Departing customary celebrations, the Mukarram Jah Trust for Education and Learning re-dedicated itself to providing quality education to the 3,000-odd children studying in the premises. For Mukarram Jah, the titular Nizam of Hyderabad, Purani Haveli was very dearest since the sixth and seventh Nizams were born here. After his coronation as the eight Nizam in 1967, he gave away the picturesque palace for setting up educational institutions. So in tune with his wishes, the trustees chose to highlight the importance of education to mark his birth anniversary.
Massarth Mahal, one of the seven beautiful palaces in the Purani Haveli complex, was the venue for the celebrations. The high ceiling edifice echoed with poems sung in praise of Prince Mukarram Jah. Having renovated five palaces, the trust is now in the process of sprucing up Massarth Mahal. “The renovation will be completed in the next few months,” said MA Faiz Khan, a trustee.
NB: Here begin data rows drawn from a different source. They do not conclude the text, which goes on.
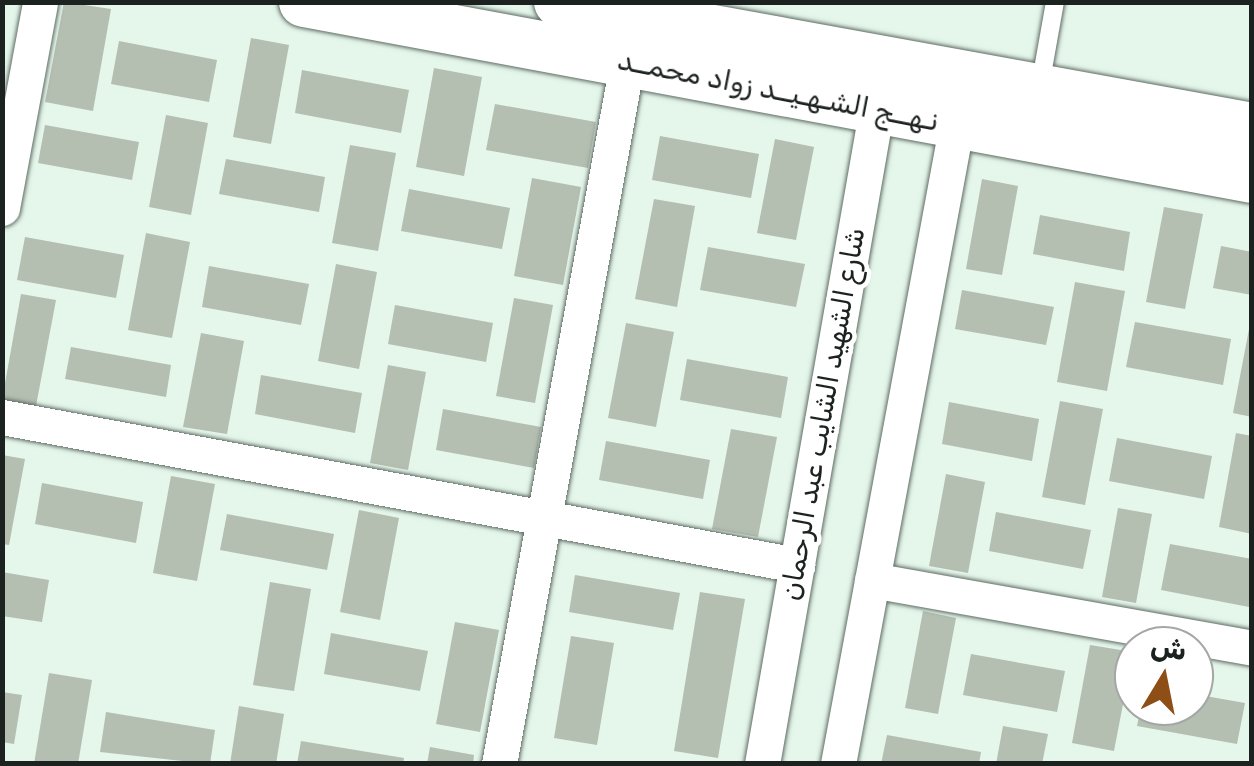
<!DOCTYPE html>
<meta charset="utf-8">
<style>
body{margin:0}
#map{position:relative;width:1254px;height:766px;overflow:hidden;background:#e5f6eb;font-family:Rubik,Vazirmatn,sans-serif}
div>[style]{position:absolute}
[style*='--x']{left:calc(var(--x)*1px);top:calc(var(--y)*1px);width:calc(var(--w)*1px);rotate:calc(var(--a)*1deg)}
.building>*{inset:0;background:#b4beb1}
.roads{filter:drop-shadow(0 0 2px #5e6c64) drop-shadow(0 0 2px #5e6c64)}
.service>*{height:18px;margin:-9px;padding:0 9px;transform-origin:9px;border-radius:9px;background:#fff}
.minor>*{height:35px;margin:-17.5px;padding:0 17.5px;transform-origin:17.5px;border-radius:17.5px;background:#fff}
.secondary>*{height:50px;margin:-25px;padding:0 25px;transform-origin:25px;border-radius:25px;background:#fff}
span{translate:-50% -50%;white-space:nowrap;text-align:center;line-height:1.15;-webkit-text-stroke:9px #fff;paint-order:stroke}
.street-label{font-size:28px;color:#1c221f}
.frame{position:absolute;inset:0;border:5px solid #1c221f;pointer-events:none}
.north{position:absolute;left:1114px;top:626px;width:100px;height:100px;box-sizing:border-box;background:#fff;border:2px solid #a4a7a5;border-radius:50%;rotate:10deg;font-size:28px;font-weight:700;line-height:40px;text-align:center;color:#1c221f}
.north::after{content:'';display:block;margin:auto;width:35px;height:45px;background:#8e4f17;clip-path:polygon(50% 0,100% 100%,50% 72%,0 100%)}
</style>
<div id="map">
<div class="building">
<div style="clip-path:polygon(64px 2px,111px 9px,93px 111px,45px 102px)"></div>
<div style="clip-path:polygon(251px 38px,289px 45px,271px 144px,233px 137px)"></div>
<div style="clip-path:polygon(119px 41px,217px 60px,209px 102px,111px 84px)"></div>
<div style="clip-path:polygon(434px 68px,482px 77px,464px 176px,416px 167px)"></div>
<div style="clip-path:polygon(302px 70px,409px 90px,401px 133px,295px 113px)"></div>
<div style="clip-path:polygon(495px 104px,596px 122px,588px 168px,486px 150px)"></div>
<div style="clip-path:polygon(166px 115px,208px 123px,191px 215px,149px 207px)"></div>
<div style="clip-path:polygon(45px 125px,139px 142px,132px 180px,38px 163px)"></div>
<div style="clip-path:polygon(660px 136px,759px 154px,751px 198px,652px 180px)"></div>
<div style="clip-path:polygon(775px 139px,814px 147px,796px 240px,757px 233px)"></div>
<div style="clip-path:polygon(350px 145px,396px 153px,378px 251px,332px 243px)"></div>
<div style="clip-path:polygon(226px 159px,325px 177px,319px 212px,219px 194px)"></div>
<div style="clip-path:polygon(532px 178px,581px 187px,563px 285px,514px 276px)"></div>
<div style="clip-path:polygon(982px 179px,1018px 186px,1002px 275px,966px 269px)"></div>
<div style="clip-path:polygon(409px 189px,510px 208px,502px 249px,401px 231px)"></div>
<div style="clip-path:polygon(654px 199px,695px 206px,677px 307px,635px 299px)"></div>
<div style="clip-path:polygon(1164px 207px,1203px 214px,1185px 309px,1146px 302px)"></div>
<div style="clip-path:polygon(1040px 215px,1130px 232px,1124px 271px,1033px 254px)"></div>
<div style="clip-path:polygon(146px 233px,190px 242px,172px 338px,128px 330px)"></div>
<div style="clip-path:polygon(25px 237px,124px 255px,116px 298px,17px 280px)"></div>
<div style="clip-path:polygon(1221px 246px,1252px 252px,1252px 295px,1213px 288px)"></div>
<div style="clip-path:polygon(708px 247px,805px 264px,796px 307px,700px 290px)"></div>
<div style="clip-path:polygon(336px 264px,377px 272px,359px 369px,318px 361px)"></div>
<div style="clip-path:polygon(209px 266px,309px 284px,301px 325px,202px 307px)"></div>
<div style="clip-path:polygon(1075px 282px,1125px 291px,1107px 391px,1057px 382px)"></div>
<div style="clip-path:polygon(962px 290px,1054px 307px,1046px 345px,955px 329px)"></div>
<div style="clip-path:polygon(21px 294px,56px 300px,36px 406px,2px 400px)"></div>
<div style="clip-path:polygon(514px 298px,553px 305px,535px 403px,496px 396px)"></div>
<div style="clip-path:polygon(395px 305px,493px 323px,486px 362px,388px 344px)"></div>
<div style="clip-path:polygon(1135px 322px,1231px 339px,1223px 385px,1126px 367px)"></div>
<div style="clip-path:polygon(626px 323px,674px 332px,656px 427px,608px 418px)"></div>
<div style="clip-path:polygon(1250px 324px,1252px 325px,1252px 417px,1233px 413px)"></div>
<div style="clip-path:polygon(201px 333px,244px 341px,227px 434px,183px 427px)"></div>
<div style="clip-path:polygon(71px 347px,171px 365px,166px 397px,65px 379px)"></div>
<div style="clip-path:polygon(687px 359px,788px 377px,781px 418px,680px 400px)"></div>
<div style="clip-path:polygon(388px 365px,426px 372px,408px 470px,370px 463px)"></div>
<div style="clip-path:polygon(261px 375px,362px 393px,355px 433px,255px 414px)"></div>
<div style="clip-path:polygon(1060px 401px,1103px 409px,1085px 505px,1042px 497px)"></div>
<div style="clip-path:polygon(949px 402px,1039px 419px,1032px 461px,942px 444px)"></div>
<div style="clip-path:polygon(443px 409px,541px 427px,534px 468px,436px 450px)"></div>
<div style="clip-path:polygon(731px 429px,777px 437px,758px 537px,712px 529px)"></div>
<div style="clip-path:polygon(1236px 433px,1252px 436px,1252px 534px,1219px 527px)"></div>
<div style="clip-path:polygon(1117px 438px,1212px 456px,1204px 499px,1109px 481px)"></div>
<div style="clip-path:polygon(606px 441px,710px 460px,703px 499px,599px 480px)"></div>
<div style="clip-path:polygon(2px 455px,25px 459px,9px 545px,2px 544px)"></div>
<div style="clip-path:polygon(946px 474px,985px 482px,968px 573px,929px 566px)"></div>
<div style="clip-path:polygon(171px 476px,215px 484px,197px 581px,153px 573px)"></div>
<div style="clip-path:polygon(42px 483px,143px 502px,136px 543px,35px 524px)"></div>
<div style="clip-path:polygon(1118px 508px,1152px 514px,1136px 603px,1102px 597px)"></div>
<div style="clip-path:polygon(359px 510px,399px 518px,380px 620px,340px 612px)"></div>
<div style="clip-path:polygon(996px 512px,1091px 530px,1083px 569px,989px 551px)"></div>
<div style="clip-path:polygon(227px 514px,334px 534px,327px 570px,220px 550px)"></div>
<div style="clip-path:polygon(1170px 544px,1252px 559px,1249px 607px,1161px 590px)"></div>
<div style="clip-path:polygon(2px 572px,49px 580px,42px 622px,2px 616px)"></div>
<div style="clip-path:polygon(575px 575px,680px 593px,673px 630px,569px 612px)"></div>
<div style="clip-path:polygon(270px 582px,311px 589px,294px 691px,253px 685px)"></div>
<div style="clip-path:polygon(700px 592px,745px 599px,718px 758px,674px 751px)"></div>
<div style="clip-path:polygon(923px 611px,956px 618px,938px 714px,905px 708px)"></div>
<div style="clip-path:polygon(455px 622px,499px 630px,480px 732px,436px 724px)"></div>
<div style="clip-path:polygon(331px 633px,428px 651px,420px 691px,324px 674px)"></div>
<div style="clip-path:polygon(571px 636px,614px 643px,597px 745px,554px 738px)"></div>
<div style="clip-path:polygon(1090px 645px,1133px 652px,1114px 751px,1072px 743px)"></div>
<div style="clip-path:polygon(971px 654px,1065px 671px,1057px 712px,963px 695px)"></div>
<div style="clip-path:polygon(49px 673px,92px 680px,78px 764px,34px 764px)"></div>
<div style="clip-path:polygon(2px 692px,22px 695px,14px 744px,2px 742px)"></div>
<div style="clip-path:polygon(1194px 694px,1245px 703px,1237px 744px,1137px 726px,1141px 706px,1194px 706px)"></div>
<div style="clip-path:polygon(239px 706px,284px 714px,276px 764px,230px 764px)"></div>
<div style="clip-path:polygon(106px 712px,215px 730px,210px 764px,100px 752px)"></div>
<div style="clip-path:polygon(1003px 726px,1048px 734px,1042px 764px,996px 764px)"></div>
<div style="clip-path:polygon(887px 735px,981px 752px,979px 764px,881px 764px)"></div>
<div style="clip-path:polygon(301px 741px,404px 758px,403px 764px,297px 764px)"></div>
<div style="clip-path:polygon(430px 747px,474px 755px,473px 764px,427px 764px)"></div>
</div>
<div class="roads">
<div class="service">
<div style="--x:1040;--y:86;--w:85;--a:-79.9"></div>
</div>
<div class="minor">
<div style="--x:2;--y:208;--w:209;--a:-79.5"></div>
<div style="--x:2;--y:417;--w:809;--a:10.55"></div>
<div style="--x:872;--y:580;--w:386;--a:10.1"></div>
<div style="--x:499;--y:764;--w:713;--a:-79.65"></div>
<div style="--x:762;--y:764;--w:685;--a:-80.08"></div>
<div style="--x:838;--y:764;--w:674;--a:-79.49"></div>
</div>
<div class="secondary">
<div style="--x:304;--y:2;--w:964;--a:10.52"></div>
<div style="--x:559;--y:2;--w:704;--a:10.3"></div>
</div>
</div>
<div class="street-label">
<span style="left:778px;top:91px;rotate:11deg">نـهــج الشـهـيــد زواد محمــد</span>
<span style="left:823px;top:414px;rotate:-80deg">شارع الشهيد الشايب عبد الرحمان</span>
</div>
<div class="frame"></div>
<div class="north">ش</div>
</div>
Mir Asghar Hussain, former UNESCO Director, said education for sustainable development is the need of the hour. Teachers should learn to know, learn to do, learn to live together and encourage critical thinking among students. Televised teaching can never replace chalk and blackboard. “Teachers should constantly upgrade their skills and keep pace with technology,” he told educators.
Throwing light on Mukarram Jah, Hussain said the prince was brilliant and could have made an ideal professor, had he not been a member of the royal family. The prince who lives in relative anonymity in Istanbul loves to do farming and fiddle with motor mechanisms. Hussain recalled how Mukarram Jah drove from his Barkat Villa residence to meet his ailing mother, Mehrunnisa Begum, during the 1960s. “The prince used to carry food for my mother. I can’t forget his generosity,” said Hussain, who is the grandson of Nawab Fakhrul Mulk, builder of Errum Manzil.
The erstwhile rulers did their best to promote education and culture, which are inseparable. Now, it is for the posterity to protect the rich and varied cultural heritage of Hyderabad, Hussain said.